In this tutorial series Francis Rumsey and Jonathan Kingston discuss and demonstrate approaches to registration for distinctive genres and styles of organ music. In the previous tutorial Francis and Jonathan looked at registering Bach’s chorale preludes, using two contrasting trio examples.
Read more about this series in our Organ Registration Tutorial introduction and find more useful videos on the topic of organ registration.
Organ Registrations Praeludium in G minor, BuxWV 149
Buxtehude’s instrument at the Marienkirche in Lubeck was certainly a big beast. The main organ had a substantial specification of 52 stops that almost certainly included a 32 foot principal rank and some big pedal reeds. This implies a certain licence for organists not to hold back on their registrations with Buxtehude’s big organ works, when it seems appropriate.

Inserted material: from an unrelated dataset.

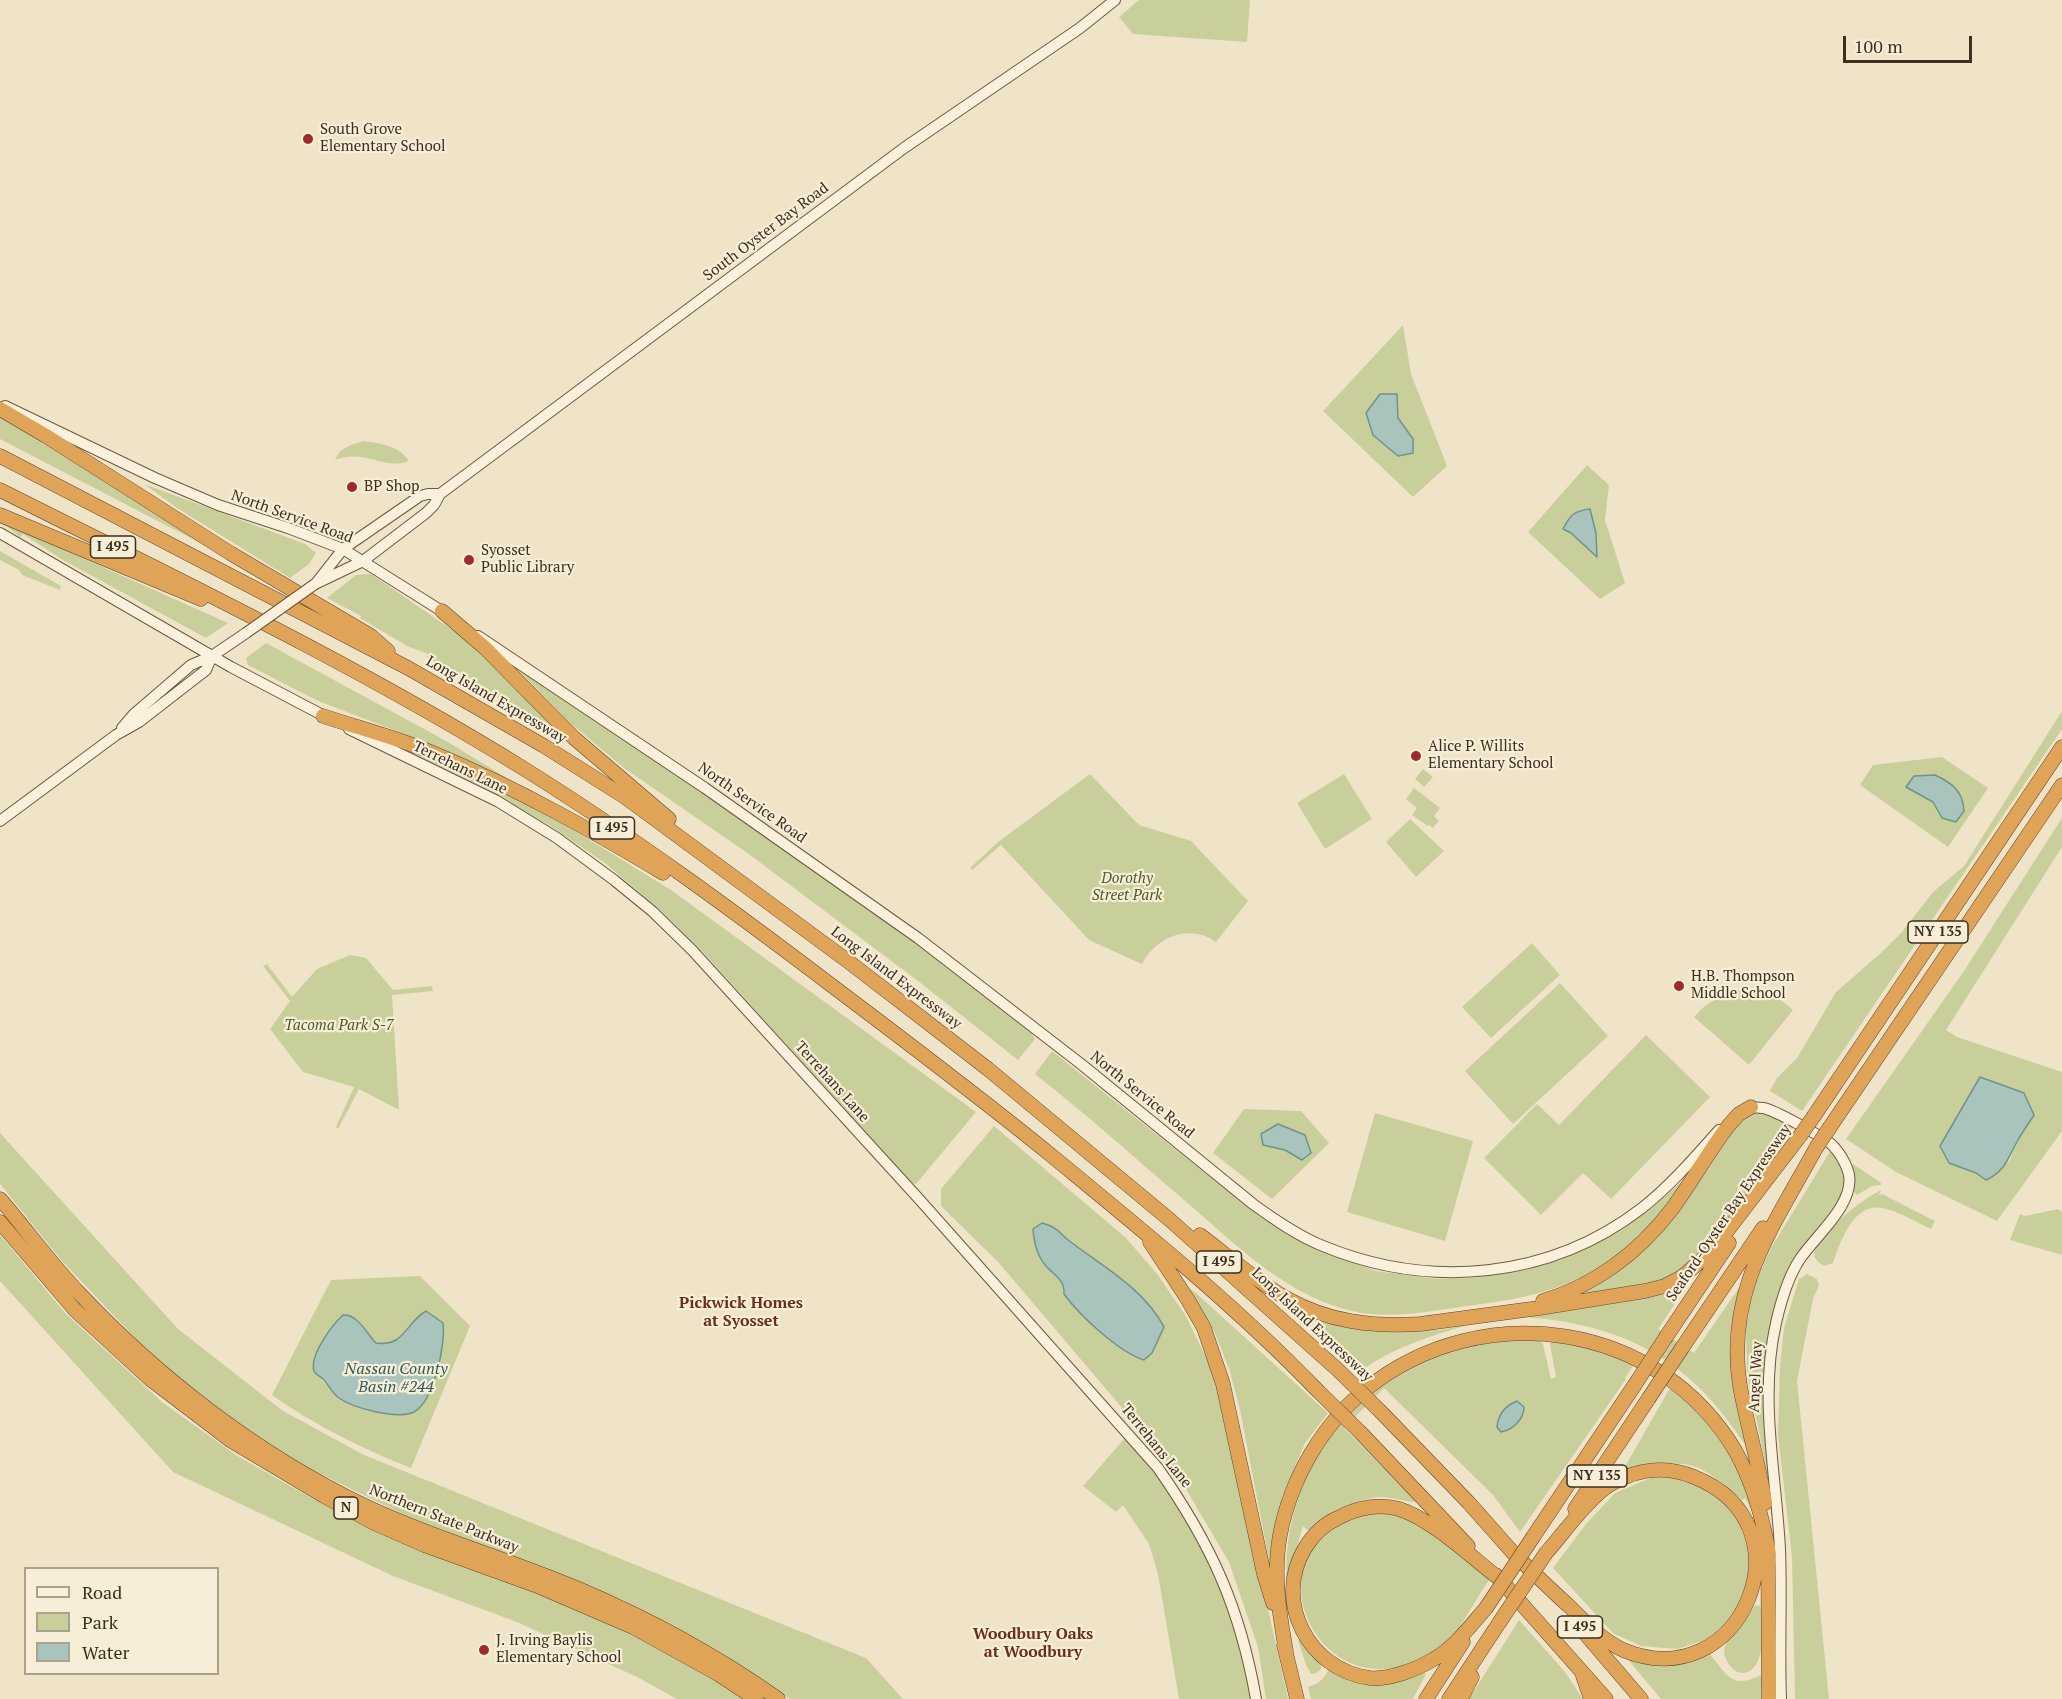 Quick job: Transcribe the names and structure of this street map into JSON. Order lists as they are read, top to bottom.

This piece cries out for interesting contrasts between sections, nonetheless.
The first section of Praeludium in G minor is a dramatic Toccata-like movement. Jonathan shows us how he would register a plenum (typically a principal chorus up to mixtures) at the opening. Then demonstrates the effect of adding some reeds on top of the plenum, and brings out the mighty pedal line with some big pedal reeds.

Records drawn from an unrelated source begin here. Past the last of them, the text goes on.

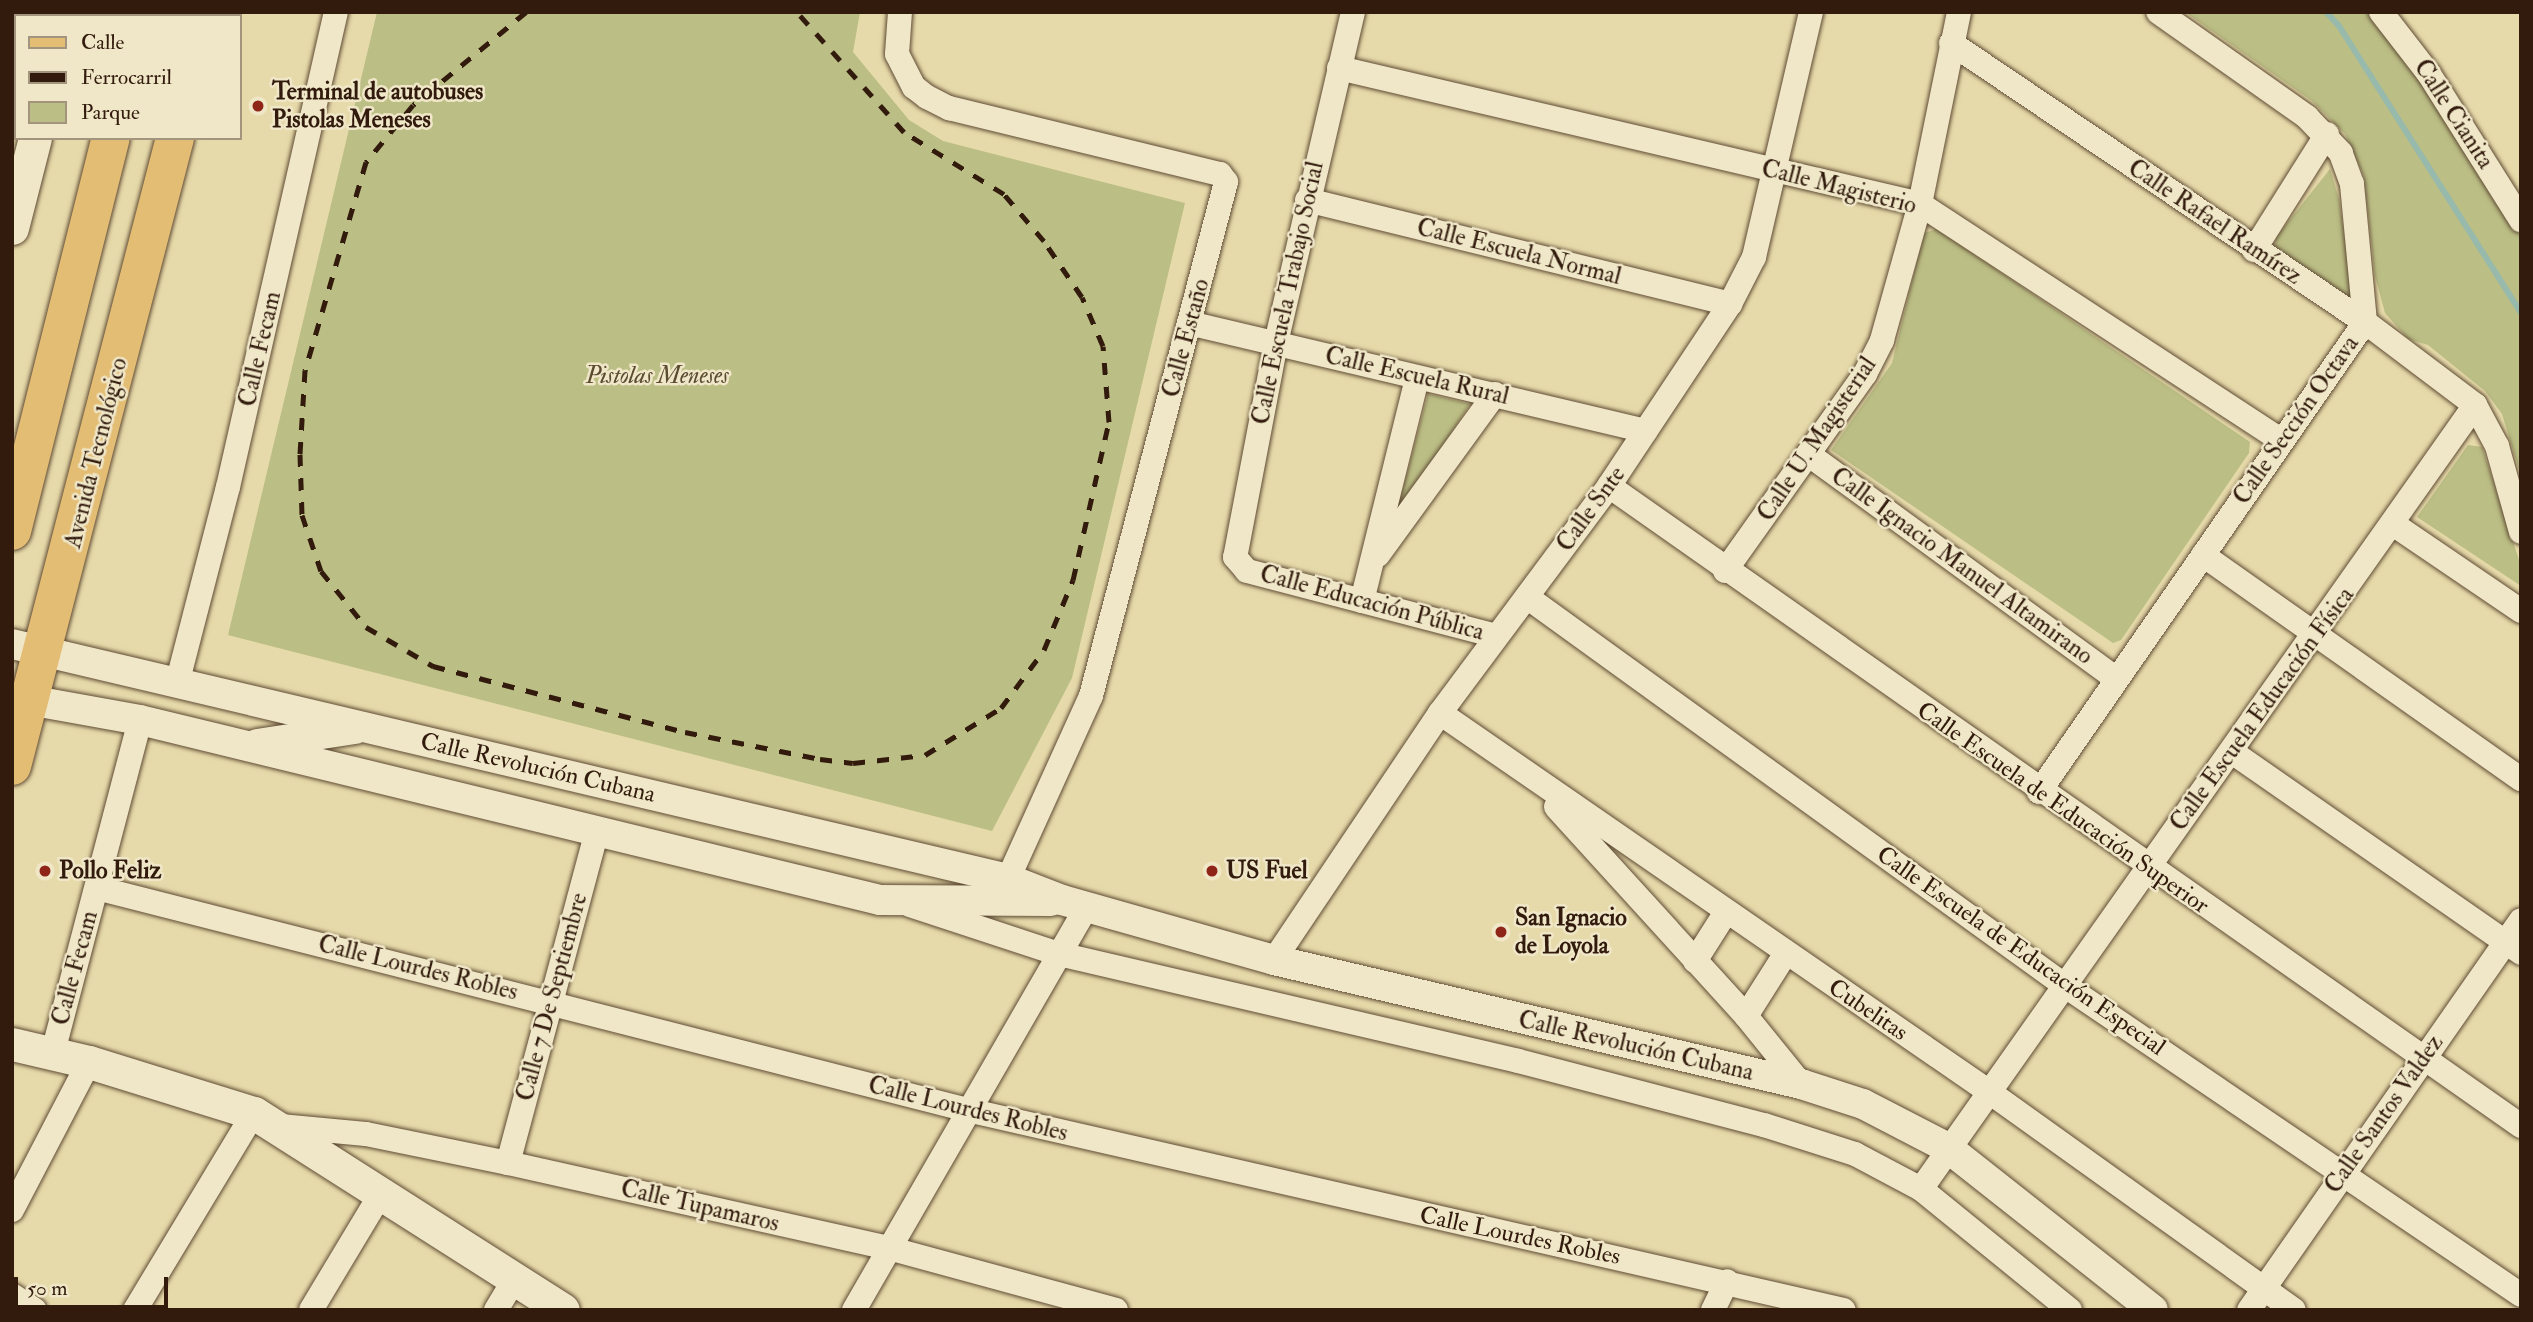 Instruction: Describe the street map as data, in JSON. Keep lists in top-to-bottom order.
{
  "streets": {
    "main road": ["Avenida Tecnológico"],
    "street": [
      "Calle Cianita",
      "Calle Magisterio",
      "Calle Rafael Ramírez",
      "Calle Escuela Normal",
      "Calle Escuela Trabajo Social",
      "Calle Estaño",
      "Calle Fecam",
      "Calle Escuela Rural",
      "Calle Sección Octava",
      "Calle U. Magisterial",
      "Calle Snte",
      "Calle Ignacio Manuel Altamirano",
      "Calle Educación Pública",
      "Calle Escuela Educación Física",
      "Calle Revolución Cubana",
      "Calle Escuela de Educación Superior",
      "Calle Escuela de Educación Especial",
      "Calle Lourdes Robles",
      "Calle 7 De Septiembre",
      "Cubelitas",
      "Calle Santos Valdez",
      "Calle Tupamaros"
    ]
  },
  "crossings": [
    ["Calle Magisterio", "Calle Escuela Trabajo Social"],
    ["Calle Magisterio", "Calle Sección Octava"],
    ["Calle Magisterio", "Calle U. Magisterial"],
    ["Calle Magisterio", "Calle Snte"],
    ["Calle Rafael Ramírez", "Calle Sección Octava"],
    ["Calle Rafael Ramírez", "Calle U. Magisterial"],
    ["Calle Rafael Ramírez", "Calle Escuela Educación Física"],
    ["Calle Escuela Normal", "Calle Escuela Trabajo Social"],
    ["Calle Escuela Normal", "Calle Snte"],
    ["Calle Escuela Trabajo Social", "Calle Escuela Rural"],
    ["Calle Escuela Trabajo Social", "Calle Educación Pública"],
    ["Calle Estaño", "Calle Escuela Rural"],
    ["Calle Estaño", "Calle Revolución Cubana"],
    ["Calle Fecam", "Calle Revolución Cubana"],
    ["Calle Fecam", "Calle Lourdes Robles"],
    ["Calle Escuela Rural", "Calle Snte"],
    ["Calle Sección Octava", "Calle Ignacio Manuel Altamirano"],
    ["Calle Sección Octava", "Calle Escuela de Educación Superior"],
    ["Calle U. Magisterial", "Calle Ignacio Manuel Altamirano"],
    ["Calle U. Magisterial", "Calle Escuela de Educación Superior"],
    ["Avenida Tecnológico", "Calle Revolución Cubana"],
    ["Calle Snte", "Calle Educación Pública"],
    ["Calle Snte", "Calle Revolución Cubana"],
    ["Calle Snte", "Calle Escuela de Educación Superior"],
    ["Calle Snte", "Calle Escuela de Educación Especial"],
    ["Calle Snte", "Cubelitas"],
    ["Calle Escuela Educación Física", "Calle Revolución Cubana"],
    ["Calle Escuela Educación Física", "Calle Escuela de Educación Superior"],
    ["Calle Escuela Educación Física", "Calle Escuela de Educación Especial"],
    ["Calle Escuela Educación Física", "Cubelitas"],
    ["Calle Revolución Cubana", "Calle 7 De Septiembre"],
    ["Calle Escuela de Educación Superior", "Calle Santos Valdez"],
    ["Calle Escuela de Educación Especial", "Calle Santos Valdez"],
    ["Calle Lourdes Robles", "Calle 7 De Septiembre"],
    ["Calle 7 De Septiembre", "Calle Tupamaros"],
    ["Cubelitas", "Calle Santos Valdez"]
  ],
  "parks": ["Pistolas Meneses"],
  "places": [
    "Terminal de autobuses Pistolas Meneses",
    "Pollo Feliz",
    "US Fuel",
    "San Ignacio de Loyola"
  ],
  "legend": ["Calle", "Ferrocarril", "Parque"],
  "scale_bar": "50 m"
}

Moving on to the section that follows, we find a short fugal episode, which Jonathan registers in much more delicate fashion compared with the opening. This leads into a short cadential linking section at the end of the fugue, which seems to imply a gradually decreasing dynamic and some opportunities for improvisation or embellishment.
Options for a fairly bold registration?
Then we move on to a lively third movement. Some editions have the organist hopping about on the pedals for the quaver accompaniment, but some put it in the left hand, so Jonathan demonstrates the options. He suggests that the choice is very much down to the organist and how brave they are feeling.
Finally there’s the long finale in three time, which suggests double dotting and a fairly bold registration. Francis asks Jonathan what he thinks about a gradual build of the registration on the last page as the piece reaches its final peroration. Is it corny, or could it work?
We hear examples that suggest the player might not need to be too coy about a dramatic conclusion. Especially if the organ has a suitable specification and the voicing of the reeds is appropriate for the style of music.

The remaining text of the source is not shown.